Perhaps this "smart" invocation of CTFE interleaved with AST manipulation is part of what imparts some validity to the term "compile-time" as referring to the entire process as a whole. However, hopefully by now you have also acquired a better understanding of why there are really (at least) two different "compile-times": an early phase where AST manipulation happens, and a later phase at CTFE which is very much like runtime except that it just so happens to be done inside the compiler.

Case Study: pragma(msg) and CTFE

Another common complaint by D learners arises from trying to debug CTFE functions, and pertains to the "strange" way in which pragma(msg) behaves in CTFE.

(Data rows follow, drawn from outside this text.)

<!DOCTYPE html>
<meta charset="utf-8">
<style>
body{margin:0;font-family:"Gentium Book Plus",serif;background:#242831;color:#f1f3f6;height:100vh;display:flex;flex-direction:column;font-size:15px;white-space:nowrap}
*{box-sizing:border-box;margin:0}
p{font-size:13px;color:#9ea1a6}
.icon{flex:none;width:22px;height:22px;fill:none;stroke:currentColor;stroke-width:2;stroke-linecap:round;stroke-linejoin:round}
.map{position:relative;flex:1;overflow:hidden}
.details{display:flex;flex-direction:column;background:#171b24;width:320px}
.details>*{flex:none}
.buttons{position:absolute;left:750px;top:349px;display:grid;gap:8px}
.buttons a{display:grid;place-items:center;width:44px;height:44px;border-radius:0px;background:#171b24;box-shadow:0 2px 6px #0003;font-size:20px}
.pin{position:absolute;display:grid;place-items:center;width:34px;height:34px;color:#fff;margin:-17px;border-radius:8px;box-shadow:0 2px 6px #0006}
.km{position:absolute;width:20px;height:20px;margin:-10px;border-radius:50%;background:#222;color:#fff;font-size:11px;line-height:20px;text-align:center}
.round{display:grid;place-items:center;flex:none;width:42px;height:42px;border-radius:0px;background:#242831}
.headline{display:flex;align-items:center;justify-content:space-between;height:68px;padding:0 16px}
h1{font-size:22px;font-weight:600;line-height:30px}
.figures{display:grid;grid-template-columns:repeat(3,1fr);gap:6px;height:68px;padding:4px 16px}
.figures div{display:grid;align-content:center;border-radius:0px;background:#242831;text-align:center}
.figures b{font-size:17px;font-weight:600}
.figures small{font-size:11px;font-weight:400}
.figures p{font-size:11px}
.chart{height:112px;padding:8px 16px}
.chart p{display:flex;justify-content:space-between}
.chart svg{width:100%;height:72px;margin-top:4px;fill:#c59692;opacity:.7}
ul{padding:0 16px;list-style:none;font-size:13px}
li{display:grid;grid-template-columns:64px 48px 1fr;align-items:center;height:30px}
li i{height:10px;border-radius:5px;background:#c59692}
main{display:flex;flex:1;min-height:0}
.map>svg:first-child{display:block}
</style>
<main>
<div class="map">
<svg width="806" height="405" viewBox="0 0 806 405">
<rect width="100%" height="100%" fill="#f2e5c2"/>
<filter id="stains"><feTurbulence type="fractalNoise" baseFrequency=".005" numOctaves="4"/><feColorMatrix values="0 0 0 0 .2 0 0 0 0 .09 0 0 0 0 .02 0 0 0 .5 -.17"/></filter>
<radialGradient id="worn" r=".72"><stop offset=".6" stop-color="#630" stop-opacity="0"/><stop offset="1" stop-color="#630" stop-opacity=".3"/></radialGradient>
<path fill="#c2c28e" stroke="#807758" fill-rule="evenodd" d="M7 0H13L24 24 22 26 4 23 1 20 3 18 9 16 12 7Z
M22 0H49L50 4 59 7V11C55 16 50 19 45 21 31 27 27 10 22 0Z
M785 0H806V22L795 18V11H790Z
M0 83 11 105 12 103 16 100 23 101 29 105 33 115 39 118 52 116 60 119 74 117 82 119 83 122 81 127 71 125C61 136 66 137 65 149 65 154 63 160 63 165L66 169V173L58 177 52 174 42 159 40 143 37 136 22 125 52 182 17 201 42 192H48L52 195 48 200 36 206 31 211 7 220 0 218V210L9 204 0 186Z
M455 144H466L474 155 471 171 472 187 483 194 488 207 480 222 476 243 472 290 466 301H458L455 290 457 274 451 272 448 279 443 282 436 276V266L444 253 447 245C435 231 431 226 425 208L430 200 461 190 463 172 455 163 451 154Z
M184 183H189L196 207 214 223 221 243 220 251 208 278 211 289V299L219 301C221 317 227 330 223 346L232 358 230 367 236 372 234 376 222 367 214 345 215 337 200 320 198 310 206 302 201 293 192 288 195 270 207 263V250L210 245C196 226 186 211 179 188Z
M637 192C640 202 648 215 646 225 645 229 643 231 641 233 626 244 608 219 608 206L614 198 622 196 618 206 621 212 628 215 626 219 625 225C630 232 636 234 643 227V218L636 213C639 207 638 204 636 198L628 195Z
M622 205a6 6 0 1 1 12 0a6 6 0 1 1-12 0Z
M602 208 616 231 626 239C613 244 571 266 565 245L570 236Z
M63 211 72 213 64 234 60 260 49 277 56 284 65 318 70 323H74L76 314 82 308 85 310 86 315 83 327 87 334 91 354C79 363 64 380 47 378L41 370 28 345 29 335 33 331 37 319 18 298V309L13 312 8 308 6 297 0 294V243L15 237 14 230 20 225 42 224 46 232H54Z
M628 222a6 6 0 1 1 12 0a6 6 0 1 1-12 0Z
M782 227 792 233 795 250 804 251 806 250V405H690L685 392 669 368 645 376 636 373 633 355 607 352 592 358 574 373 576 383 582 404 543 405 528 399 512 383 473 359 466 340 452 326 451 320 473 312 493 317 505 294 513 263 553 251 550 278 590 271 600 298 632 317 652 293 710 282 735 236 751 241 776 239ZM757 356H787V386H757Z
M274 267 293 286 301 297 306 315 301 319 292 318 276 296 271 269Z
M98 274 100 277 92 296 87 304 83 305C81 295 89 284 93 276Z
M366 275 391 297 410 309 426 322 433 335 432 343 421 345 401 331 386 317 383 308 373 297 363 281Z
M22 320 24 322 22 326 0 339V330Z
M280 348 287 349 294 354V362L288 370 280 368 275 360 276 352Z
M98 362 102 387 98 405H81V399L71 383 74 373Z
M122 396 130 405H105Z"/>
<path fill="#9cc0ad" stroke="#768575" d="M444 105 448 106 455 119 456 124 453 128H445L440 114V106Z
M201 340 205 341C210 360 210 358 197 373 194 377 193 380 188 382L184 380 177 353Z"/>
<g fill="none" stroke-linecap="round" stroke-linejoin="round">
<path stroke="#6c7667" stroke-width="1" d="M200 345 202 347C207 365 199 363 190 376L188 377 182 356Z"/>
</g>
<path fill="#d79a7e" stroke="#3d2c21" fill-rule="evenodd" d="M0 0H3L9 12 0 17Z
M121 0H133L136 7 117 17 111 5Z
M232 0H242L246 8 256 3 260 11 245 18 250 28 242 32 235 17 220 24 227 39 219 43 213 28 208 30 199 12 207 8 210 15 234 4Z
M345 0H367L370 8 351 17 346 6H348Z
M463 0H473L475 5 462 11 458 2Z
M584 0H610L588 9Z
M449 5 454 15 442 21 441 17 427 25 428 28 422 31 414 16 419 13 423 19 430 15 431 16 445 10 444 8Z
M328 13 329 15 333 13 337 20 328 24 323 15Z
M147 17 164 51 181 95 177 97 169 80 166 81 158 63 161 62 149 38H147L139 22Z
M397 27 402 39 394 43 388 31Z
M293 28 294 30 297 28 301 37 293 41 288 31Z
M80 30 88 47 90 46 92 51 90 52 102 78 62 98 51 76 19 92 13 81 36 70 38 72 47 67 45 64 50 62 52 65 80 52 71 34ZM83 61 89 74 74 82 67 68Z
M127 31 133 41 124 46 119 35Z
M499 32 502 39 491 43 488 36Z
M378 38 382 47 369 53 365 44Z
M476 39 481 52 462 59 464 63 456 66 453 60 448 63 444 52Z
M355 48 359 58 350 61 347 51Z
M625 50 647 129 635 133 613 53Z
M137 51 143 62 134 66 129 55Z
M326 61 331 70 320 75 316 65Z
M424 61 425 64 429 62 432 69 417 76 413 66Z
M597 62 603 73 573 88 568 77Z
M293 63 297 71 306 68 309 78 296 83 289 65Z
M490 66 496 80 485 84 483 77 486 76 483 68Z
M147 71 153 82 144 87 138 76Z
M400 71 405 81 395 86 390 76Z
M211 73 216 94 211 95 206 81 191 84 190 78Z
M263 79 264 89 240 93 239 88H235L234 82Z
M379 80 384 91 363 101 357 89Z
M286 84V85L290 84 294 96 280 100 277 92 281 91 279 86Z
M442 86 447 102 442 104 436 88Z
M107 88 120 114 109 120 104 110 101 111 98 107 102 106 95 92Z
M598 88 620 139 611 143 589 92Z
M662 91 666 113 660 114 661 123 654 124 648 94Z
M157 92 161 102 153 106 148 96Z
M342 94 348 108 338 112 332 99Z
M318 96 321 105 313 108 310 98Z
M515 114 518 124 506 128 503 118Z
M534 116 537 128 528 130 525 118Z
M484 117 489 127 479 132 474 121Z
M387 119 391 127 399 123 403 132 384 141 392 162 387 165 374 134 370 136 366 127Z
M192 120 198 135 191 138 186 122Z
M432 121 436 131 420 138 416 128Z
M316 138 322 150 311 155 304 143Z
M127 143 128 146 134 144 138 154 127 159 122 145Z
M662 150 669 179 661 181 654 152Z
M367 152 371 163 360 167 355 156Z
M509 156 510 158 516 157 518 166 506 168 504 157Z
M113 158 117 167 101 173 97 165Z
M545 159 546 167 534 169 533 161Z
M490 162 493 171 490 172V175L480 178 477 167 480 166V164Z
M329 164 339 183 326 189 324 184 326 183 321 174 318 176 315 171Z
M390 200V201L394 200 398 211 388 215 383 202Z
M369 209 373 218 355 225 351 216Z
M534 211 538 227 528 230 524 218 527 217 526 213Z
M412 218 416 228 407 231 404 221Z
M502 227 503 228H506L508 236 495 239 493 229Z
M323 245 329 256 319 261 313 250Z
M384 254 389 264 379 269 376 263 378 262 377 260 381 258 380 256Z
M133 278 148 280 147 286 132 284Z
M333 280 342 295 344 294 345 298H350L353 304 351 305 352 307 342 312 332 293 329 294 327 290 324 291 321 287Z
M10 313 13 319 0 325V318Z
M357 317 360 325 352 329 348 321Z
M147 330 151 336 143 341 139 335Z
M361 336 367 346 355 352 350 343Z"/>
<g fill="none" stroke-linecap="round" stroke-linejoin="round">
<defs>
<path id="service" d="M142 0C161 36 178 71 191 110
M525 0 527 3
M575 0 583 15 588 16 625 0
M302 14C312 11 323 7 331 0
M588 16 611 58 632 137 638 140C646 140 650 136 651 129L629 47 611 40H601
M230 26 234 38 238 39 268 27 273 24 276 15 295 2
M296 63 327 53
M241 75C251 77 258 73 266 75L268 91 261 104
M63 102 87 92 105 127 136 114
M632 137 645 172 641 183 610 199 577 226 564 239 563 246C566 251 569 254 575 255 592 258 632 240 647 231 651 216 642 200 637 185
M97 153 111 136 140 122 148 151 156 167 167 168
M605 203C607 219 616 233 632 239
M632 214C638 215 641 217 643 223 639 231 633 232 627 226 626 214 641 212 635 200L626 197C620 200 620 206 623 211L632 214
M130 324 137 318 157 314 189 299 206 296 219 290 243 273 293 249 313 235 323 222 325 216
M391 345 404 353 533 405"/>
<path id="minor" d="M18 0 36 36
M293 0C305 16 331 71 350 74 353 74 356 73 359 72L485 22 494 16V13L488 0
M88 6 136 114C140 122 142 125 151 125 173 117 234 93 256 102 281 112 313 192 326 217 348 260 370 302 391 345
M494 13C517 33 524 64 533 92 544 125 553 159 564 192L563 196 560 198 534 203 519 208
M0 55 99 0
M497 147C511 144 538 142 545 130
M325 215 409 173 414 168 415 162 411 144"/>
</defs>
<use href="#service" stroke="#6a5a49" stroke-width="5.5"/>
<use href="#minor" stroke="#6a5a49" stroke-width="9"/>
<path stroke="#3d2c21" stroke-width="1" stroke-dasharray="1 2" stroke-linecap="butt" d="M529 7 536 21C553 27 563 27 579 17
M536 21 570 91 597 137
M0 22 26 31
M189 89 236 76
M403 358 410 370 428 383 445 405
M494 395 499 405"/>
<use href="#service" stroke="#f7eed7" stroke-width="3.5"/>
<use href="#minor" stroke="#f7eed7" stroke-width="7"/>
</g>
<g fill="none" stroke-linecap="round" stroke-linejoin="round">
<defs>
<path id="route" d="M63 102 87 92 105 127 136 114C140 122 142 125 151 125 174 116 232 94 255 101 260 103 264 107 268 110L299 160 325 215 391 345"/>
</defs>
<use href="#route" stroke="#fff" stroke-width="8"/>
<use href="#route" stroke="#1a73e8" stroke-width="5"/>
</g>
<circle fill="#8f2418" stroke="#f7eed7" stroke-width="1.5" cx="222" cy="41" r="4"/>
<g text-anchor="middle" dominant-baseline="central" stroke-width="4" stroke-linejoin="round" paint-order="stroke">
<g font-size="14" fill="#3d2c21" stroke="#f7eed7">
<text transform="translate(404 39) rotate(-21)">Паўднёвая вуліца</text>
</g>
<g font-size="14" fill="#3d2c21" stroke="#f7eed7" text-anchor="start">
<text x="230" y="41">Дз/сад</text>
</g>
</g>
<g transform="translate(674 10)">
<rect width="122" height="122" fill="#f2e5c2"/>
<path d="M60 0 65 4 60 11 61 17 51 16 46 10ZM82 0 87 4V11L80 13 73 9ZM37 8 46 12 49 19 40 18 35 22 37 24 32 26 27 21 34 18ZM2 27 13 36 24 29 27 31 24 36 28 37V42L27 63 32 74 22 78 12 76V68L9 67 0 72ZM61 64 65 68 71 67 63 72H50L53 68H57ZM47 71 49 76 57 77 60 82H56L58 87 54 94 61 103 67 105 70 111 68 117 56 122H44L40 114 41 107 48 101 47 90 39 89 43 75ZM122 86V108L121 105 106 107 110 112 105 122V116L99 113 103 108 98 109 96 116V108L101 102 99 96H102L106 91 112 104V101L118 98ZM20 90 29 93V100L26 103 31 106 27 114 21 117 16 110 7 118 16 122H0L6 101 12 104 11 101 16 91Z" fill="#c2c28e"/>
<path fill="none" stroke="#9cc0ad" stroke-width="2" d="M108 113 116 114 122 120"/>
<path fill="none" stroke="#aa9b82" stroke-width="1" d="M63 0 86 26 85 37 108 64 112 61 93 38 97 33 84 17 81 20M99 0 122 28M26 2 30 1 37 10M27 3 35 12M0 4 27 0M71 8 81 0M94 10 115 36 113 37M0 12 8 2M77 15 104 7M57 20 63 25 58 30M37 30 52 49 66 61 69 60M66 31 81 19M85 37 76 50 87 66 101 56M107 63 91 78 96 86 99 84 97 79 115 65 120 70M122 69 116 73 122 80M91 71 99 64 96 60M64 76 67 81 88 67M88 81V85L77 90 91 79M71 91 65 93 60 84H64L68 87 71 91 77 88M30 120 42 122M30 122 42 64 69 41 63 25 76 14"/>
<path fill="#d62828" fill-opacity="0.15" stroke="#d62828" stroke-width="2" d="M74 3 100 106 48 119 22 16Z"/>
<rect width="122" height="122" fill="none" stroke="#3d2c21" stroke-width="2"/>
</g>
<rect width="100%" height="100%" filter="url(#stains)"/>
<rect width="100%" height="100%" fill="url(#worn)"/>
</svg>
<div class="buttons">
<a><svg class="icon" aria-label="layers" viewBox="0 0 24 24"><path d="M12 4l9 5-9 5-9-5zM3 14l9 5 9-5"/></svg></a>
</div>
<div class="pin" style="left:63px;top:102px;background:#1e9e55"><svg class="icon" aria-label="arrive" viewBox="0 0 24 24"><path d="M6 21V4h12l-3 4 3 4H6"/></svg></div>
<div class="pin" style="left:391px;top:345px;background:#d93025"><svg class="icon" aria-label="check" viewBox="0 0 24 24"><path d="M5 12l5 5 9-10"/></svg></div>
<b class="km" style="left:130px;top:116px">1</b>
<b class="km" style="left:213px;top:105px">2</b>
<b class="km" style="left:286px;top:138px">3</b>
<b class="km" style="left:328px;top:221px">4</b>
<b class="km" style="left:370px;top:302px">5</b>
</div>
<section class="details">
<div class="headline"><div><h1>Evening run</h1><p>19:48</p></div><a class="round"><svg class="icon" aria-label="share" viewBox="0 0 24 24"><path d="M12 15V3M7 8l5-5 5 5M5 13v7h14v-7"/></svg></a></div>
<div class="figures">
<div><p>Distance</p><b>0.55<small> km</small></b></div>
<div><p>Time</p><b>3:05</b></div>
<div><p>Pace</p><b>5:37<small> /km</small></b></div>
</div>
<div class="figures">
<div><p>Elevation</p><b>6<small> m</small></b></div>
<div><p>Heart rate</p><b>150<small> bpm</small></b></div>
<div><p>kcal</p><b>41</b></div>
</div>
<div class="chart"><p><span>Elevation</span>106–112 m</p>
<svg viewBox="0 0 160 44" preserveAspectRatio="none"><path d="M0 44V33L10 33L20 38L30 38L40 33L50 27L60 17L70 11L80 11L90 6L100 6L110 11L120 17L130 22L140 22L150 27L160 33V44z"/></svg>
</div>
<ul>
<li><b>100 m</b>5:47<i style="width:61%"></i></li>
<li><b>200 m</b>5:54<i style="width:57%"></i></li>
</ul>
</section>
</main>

First of all, if you're not familiar with it, pragma(msg) is a handy compiler feature that lets you debug certain compile-time processes. Every time the compiler sees a pragma(msg) directive during compilation, it outputs whatever message is specified as arguments to the pragma. For example:

template MyTemplate(T)
{
    pragma(msg, "instantiating MyTemplate with T=" ~ T.stringof);
    // ... insert actual code here
}

This causes the compiler to print "instantiating MyTemplate with T=..." each time MyTemplate is instantiated, which can be a useful debugging tool to trace exactly what instantiations are being used in the code.

So far so good.

Complaints, however, tend to arise when people attempt to do things like this:

int ctfeFunc(int x)
{
    if (x < 100)
        return x;
    else
    {
        pragma(msg, "bad value passed in");
        return -1;
    }
}
enum x = ctfeFunc(50); // N.B.: enum forces CTFE on ctfeFunc

Even though the argument 50 is well within the bounds of what ctfeFunc can handle, the compiler persistently prints "bad value passed in". And it does the same if the argument is changed to something the function ostensibly rejects, like 101. What gives?

"Compiler bug!" some would scream.

By now, however, hopefully you can guess at the answer.